I’ve been collecting little bits of papers, restaurant bills, recipe reminders and other culinary snippets for more than a year now, but was never quite ready to make the plunge. Things are settling, though:
After a fulfilled Postdoc in Southampton, I’ve changed scenery again,
moving away from here:
back to here:
(to be fair, the pictures were taken at different times of the year. But note that the first picture is black-and-white, while the second one is in full color)
I’m now in the last phase of writing up my research, which slowly lifts the lid off other plans that have been hissing and steaming in the background: the time has come to remember all the things yummy I encountered in the past two years. Or not so yummy…
Out of chronology, merely because it’s highest on my pile, I will return to the old military city of Kristianstad (where for reasons unknown all the restaurants that I have reviewed earlier have now vanished).
So there I was again on a Saturday evening, trying to find a place to eat in a city that is in the midst of constructing new government quarters. Half the town center, or more precise, the entire rådhuskvarteret, except its facades (because the renaissance character of the city must be underlined, says the City’s chief architectural designer), has been torn down. In its stead there is now a pit of great squareness, deepness and blackness.
After a slight detour around the abyss (why does all this remind me of the Lord of the Rings?), our company located the promising bistro Aptit (Appetite) in the venerable Kronhuset on the main square of the city. On entering, one is greeted by a friendly and competent waitress and invited to white tables with a decent setup of glasses, well lighted, and without too much musical interference. To sit there and converse is in fact possible.
My company of three orders various kinds of fish, and I choose the breast of corn-fed chicken. The southern province of Skåne has some excellent chicken farms and I am curious.

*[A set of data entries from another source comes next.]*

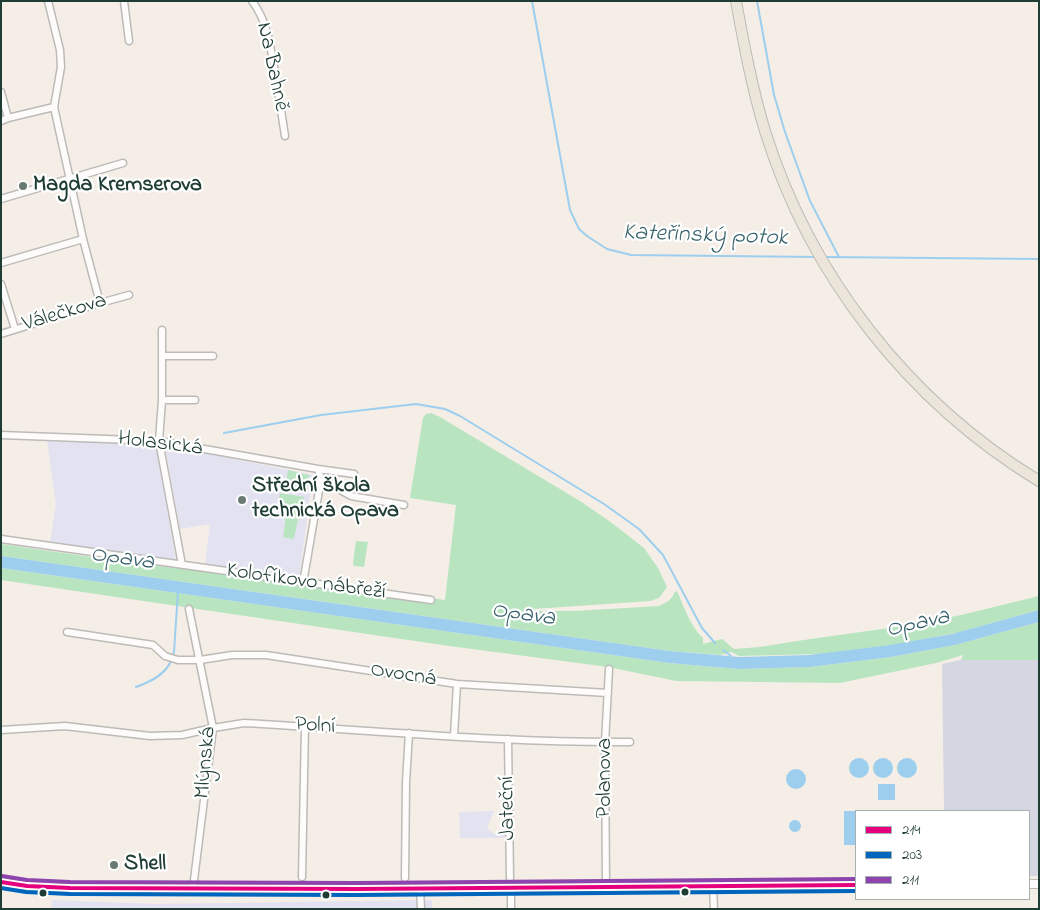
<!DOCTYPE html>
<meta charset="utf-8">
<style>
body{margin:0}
#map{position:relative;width:1040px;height:910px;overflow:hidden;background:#f4eee7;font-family:"Indie Flower",sans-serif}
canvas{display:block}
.frame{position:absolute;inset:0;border:2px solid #1f3d34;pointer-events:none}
.legend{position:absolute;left:855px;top:810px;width:175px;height:90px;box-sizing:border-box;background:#fff;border:1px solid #a5b1ae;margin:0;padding:6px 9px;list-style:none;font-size:15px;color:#1f3d34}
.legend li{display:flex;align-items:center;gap:10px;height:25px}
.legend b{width:25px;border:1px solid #a5b1ae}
</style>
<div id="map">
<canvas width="1040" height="910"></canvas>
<div class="frame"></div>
<ul class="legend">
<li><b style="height:6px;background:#e5007d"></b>214</li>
<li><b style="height:6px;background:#0065bd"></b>203</li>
<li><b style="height:6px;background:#8e44ad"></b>211</li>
</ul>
</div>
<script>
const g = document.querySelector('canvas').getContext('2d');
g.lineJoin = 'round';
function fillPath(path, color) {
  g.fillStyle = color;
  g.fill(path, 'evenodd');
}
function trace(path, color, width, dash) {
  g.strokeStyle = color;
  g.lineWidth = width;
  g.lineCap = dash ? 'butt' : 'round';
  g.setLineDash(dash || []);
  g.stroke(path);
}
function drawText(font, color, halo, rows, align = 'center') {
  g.font = font + ' "Indie Flower",sans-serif';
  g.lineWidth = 4.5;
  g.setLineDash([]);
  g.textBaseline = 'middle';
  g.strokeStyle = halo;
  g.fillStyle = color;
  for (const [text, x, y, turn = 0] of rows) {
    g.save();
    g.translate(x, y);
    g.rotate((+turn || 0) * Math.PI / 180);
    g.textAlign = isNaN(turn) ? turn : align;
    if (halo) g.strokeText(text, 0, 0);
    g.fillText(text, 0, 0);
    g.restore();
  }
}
fillPath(new Path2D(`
 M 47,441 L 156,444 L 176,560 L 50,542 L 56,504 Z
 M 165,445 L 313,475 L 299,578 L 205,564 L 210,524 L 180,529 Z
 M 494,811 L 487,828 L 494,834 L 505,834 L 505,838 L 460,838 L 459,812 Z
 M 52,900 L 156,904 L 432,900 L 432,909 L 51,909 Z`), '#e2e2f1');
fillPath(new Path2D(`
 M 961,660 L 1039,660 L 1039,876 L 1029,876 L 1029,811 L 944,811 L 942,664 Z`), '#d6d6e2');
fillPath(new Path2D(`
 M 431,413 L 440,417 L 580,501 L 612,523 L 644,548 L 658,568 L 667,587 L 659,598 L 650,601 L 533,609 L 534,610 L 538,611 L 575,611 L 659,606 C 665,603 672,600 674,593 L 677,591 C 684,607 690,626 703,638 L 703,644 L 722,639 L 734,649 L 760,647 L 797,641 L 910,625 L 961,615 L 1039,596 L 1039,610 L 960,632 L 899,644 L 822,654 L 739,656 L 731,652 L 720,655 L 670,651 L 1,556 L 1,544 L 147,565 L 301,580 L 445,600 L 456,505 L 410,498 L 423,418 L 426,414 Z
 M 288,470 L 309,475 L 307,493 L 285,489 Z
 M 280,493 L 304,497 L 300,519 L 276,514 Z
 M 286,517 L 298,519 L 294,539 L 283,537 Z
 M 356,541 L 368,542 L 364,567 L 354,566 L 353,563 Z
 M 1,568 L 669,663 L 739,669 L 810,667 L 891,657 L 955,645 L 1039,622 L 1039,660 L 961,660 L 963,655 L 936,663 L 840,683 L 676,681 L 608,667 L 442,645 L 1,580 Z`), '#b8e5c0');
fillPath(new Path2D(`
 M 1,556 L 670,651 L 740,657 L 809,655 L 890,645 L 952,634 L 1039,610 L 1039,622 L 955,645 L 891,657 L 810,667 L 739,669 L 669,663 L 1,568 Z
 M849 768a10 10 0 1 1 20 0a10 10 0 1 1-20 0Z
 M897 768a10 10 0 1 1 20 0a10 10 0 1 1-20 0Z
 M873 768a10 10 0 1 1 20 0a10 10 0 1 1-20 0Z
 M786 779a10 10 0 1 1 20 0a10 10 0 1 1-20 0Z
 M 878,784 L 895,784 L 895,800 L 878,800 Z
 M 844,811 L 886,811 L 856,811 L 856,845 L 844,845 Z
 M789 826a6 6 0 1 1 12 0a6 6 0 1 1-12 0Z`), '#9eceee');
trace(new Path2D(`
 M 532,1 L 570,210 L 579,229 L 587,236 L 607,249 L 631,255 L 817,257
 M 757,1 L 774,95 L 785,132 L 810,201 L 839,257
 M 826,257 L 1039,259
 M 224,433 L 321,415 L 416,404 L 445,409 L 460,416 L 604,504 L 639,529 L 663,555 L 702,628 L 715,643
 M 723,650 L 731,656
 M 172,656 L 174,652 L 178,591
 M 136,687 C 150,682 165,675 171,661`), '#9eceee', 2);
const minor = new Path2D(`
 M 48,1 L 60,50 L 61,67 L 54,107 L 83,239 L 100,303
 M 124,1 L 129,41
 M 252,1 C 269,23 271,52 276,78 C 279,97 282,117 285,136
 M 1,92 L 8,118
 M 1,121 L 8,118 L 54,107
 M 1,199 L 123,163
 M 1,263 L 83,239
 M 1,284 L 15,329
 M 162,330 L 162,400 L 159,441 L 182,565
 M 1,334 L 100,303 L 129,295
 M 162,356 L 213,356
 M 162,400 L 195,400
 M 1,435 L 159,441 L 318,469 L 354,474
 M 321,479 L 351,496 L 404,505
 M 1,539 L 431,600
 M 303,583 L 321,479 L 318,469
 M 189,609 L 213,728 L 193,888
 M 67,632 L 153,645 L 165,656 L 178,660 L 200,660 L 232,655 L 266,655 L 457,684 L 608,693
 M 1,730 L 65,726 L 150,736 L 182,735 L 213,728 L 244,723 C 373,730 502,743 630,742
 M 454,736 L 457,684
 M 508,739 L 510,878
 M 302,877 L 305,726
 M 405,878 L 406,782 L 409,733
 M 713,886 L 714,909
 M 511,887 L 511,909
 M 606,887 L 605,743 L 609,669
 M 420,888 L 421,909`);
const tertiary = new Path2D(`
 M 1,882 C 24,887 47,887 70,888 L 357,889 L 856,885
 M 1029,884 L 1039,884`);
const primary = new Path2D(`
 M 736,1 C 744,45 752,88 765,131 C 810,276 909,402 1039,481`);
trace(minor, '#bcbbb7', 9);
trace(tertiary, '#bcbbb7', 10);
trace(primary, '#bcbbb7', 12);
trace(minor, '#fdfcfb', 6);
trace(tertiary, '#fdfcfb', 8);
trace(primary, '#ece5da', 10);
trace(new Path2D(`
 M 1,882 L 27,886 L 70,888 L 357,889 L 856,885`), '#e5007d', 4);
trace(new Path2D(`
 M 1,888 L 26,892 L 70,894 L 357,895 L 856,891`), '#0065bd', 4);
trace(new Path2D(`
 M 2,876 L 27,880 L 70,882 L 357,883 L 856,879`), '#8e44ad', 4);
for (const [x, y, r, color] of [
 [23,186,5,"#6a7b73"],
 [242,500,5,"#6a7b73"],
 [114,865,5,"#6a7b73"],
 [685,892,4.5,"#1f3d34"],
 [43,893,4.5,"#1f3d34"],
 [326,895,4.5,"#1f3d34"]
]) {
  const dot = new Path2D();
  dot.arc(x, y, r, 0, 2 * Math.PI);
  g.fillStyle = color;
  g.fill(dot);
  trace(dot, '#fff', 2);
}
drawText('22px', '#1f3d34', '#fff', [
 ["Na Bahně",271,67,78],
 ["Válečkova",65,314,-17],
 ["Holasická",160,445,7],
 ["Kolofíkovo nábřeží",306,583,8],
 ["Ovocná",403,676,9],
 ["Polní",315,727,4],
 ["Mlýnská",207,763,-85],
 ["Polanova",606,778,-90],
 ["Jateční",509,808,-91]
]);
drawText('bold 22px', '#1f3d34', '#fff', [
 ["Magda Kremserova",33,186],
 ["Střední škola",252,487],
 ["technická Opava",252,512],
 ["Shell",124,865]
], 'left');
drawText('italic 24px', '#3a646d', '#fff', [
 ["Kateřinský potok",705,237,2],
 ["Opava",122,560,8],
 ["Opava",523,616,8],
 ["Opava",918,625,-13]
]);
</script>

What I get is a nicely looking arrangement of chicken, Madeira sauce, quartered, deep-fried potato and some veggies. I should however mention the size of the portion, which consists of about half a side of a medium-sized chicken breast, with its skin, a tablespoon and-a-half of brown sauce, the equivalent of one and a half medium-large potato and about half a cup of greenery (at the point of writing I see that they offer a grilled corncob instead. Logical, in April…). Some random comparisons: a regular fish and chips over the counter at Bitterne triangle in Southampton is about three times as much in volume and a fifth of the price of my chicken (and almost inedible, it must be said). In American terms (whether we like it or not), we’re talking here about an appetizer-sized portion at its smallest; in Germany, it would be an item from the children’s menu. A large organic chicken from the store for two thirds of the price of my portion contains easily eight times the meat I’m having on my plate, plus wings, bones for soup and scraps for Rillettes. Swedish gastronomy, in short, is most of all about economy.
My company being jolly about the nice atmosphere and happy with their fish, I decide to make a friendly face and to chew thoroughly. It is a helpful trick.
I know these breasts of corn-fed chicken with their skin from the grocery store. My curiosity extends in fact to how it has been prepared, because there is that hitch with the skin: if you grill the breast until the skin is crisp, the meat gets too dry. Conversely, if you sauté or grill the meat to perfection, the skin stays soft and pale, and quite unattractively goose-pimpely.
As it turns out, the kitchen gang of Aptit is more interested in getting the meat right, but cares little about the lacking appeal of the skin, which in its limpness turns out to be pretty superfluous, reminding me awkwardly of well-meant Sunday experiments by inexperienced home cooks. I am not learning anything new, in other words. The quality of the meat in itself, however, is excellent.
How is the sauce? It should not be too challenging to produce a splash of Madeira sauce when you just have created bits of grilled or sauteed chicken. You already have the cooking residues, you may need to add some stock or fond, but not much, some butter, cream – well, and a dash of Madeira, one would guess. For the best result, some tweaking with a few further ingredients may be required, until a rich and satisfying taste has been achieved. The procedure and ingredients can be tested and standardized before an item is put on the menu.
What here apparently got standardized instead seems to be some I-learned-this-at-restaurant-school approach, with an unbalanced and bland result. Whoever is responsible seems to have not much of an idea about how to achieve the fullness and depth of a great sauce (not so hard if one actually concentrates while making it), and no concept of how a sauce can enhance the experience of the meat with which it is served. So here’s the flop – one that none of the garnishes can help to save: the sauce simply doesn’t fly at all, and it stays so no matter how carefully I chew my tiny portion.
Maybe it was not so smart to order a humble breast of chicken in a restaurant that boasts offering only freshly cooked, locally produced, organic ingredients, produces its own béarnaise sauce to accompany well-hung steak, and has two different kinds of fresh fish permanently on the menu. I don’t know. I would think that that even a poor organic corn-fed chicken deserves a little more attention.